Spreadtrum Reborn:  Performance Review of the Unisoc Tiger T710

For many years, Unisoc was holding a small share of the mobile SoC market and was mainly known for its budget processors for low-end Android devices. It looks like with its recent rebranding you should forget everything that you knew about it – while being a pre-release engineering sample, its new mid-range chipset is easily beating the giants of the SoC industry.

Below we present a detailed performance analysis of the Unisoc Tiger T710. Please note that this is a pre-release sample (also known as ud710_3h10_native), thus the results of the final commercial version might be slightly different.

AI Performance:  Float & Quantized AI Models

Unisoc T710 has a dedicated NPU providing acceleration for both float and quantized AI models. This is probably the most impressive part of the new Tiger - for the most common float AI models, it is just slightly slower than Kirin 810 (featuring Huawei's next-gen DaVinci NPU), but outperforms all the rest SoCs by a huge margin: almost 50% performance boost compared to Snapdragon 855 Plus, Kirin 980, Helio P90 and Exynos 9825 Octa.

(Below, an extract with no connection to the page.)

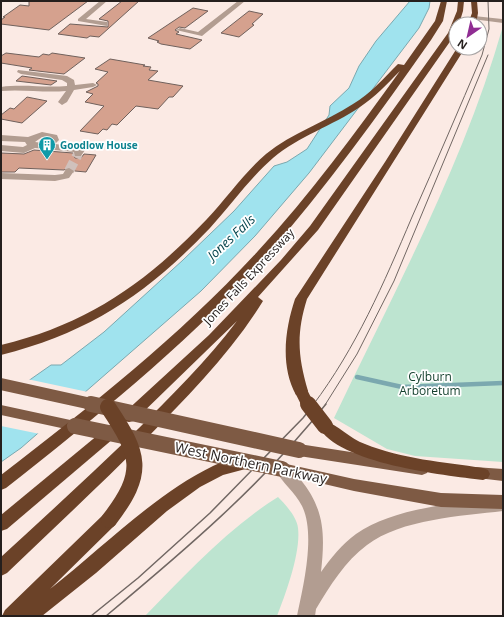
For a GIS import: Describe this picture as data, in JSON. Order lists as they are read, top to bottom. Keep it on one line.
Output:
{"streets":{"highway":["Jones Falls Expressway"],"main road":["West Northern Parkway"]},"water":["Jones Falls"],"parks":["Cylburn Arboretum"],"places":{"building":["Goodlow House"]},"north":"bottom left"}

As for quantized AI models - Unisoc doesn't disappoint here too, easily outperforming all chipsets from Qualcomm, HiSilicon, MediaTek and Samsung. Yes, that's not a mistake - T710 is even faster than the Qualcomm's flagship presented this month, outmatching it in all performance categories:

On the charts above, one can see the average inference time and prediction error for several common AI models used in image classification, face recognition, image enhancement and super-resolution tasks. Tiger T710 is generally demonstrating a 30-70% advantage over Snapdragon 855 Plus in case of float inference, and comparable runtime for quantized models. But when it comes to inference accuracy, Qualcomm's chipset is completely falling behind the Unisoc, showing up to 12 times larger prediction errors in the corresponding tasks. While one can "boost" the performance by adding some specific software optimizations leading to faster computation speed at the cost of significantly degraded precision, Unisoc did not use this trick in its chipset – Tiger T710 is demonstrating very decent accuracy results in nearly all tests, fairly taking the first place.

CPU Performance

Unisoc's CPU configuration is quite typical for the upper mid-range SoC segment: four big Cortex-A75 cores clocked at 2.0GHz and four small Cortex-A55 cores clocked at 1.8GHz. The tests show that its integer performance lies between the results of Snapdragon 835 and 845 and is around 30% better than the performance of Snapdragon 730, Kirin 810 and Helio P90 playing in the same segment.

As for T710's float CPU performance, it is basically the same as in Qualcomm's and MediaTek's mid-range chipsets, and is around 20% lower compared to Kirin 810. So, on the whole, Unisoc T710 is performing at the level of the latest Kirin SoC and is slightly faster than both SDM730 and Helio P90, which should be enough to stay relevant for the next year or two.

Other Performance Aspects

Same as Helio P90, Unisoc T710 is using PowerVR GM 9446 GPU from Imagination Technologies that should be slightly faster than Adreno 616 present in the Snapdragon 710. This means that T710 shouldn't have any major problems on the GPU side as well, though it is not an ultimate gaming solution – just well enough for its segment.

In total, Tiger T710 is a very decent chip with the best overall AI performance one can get right now. Just recently, it was impossible to imaging some Unisoc chipset being at the top of the performance ranking, outrunning all competitive solutions. A miracle? Yes, quite close to that. Good GPU, excellent CPU and a really outstanding NPU – Tiger T710 is becoming one of the most interesting proposals in the mid-range SoC segment.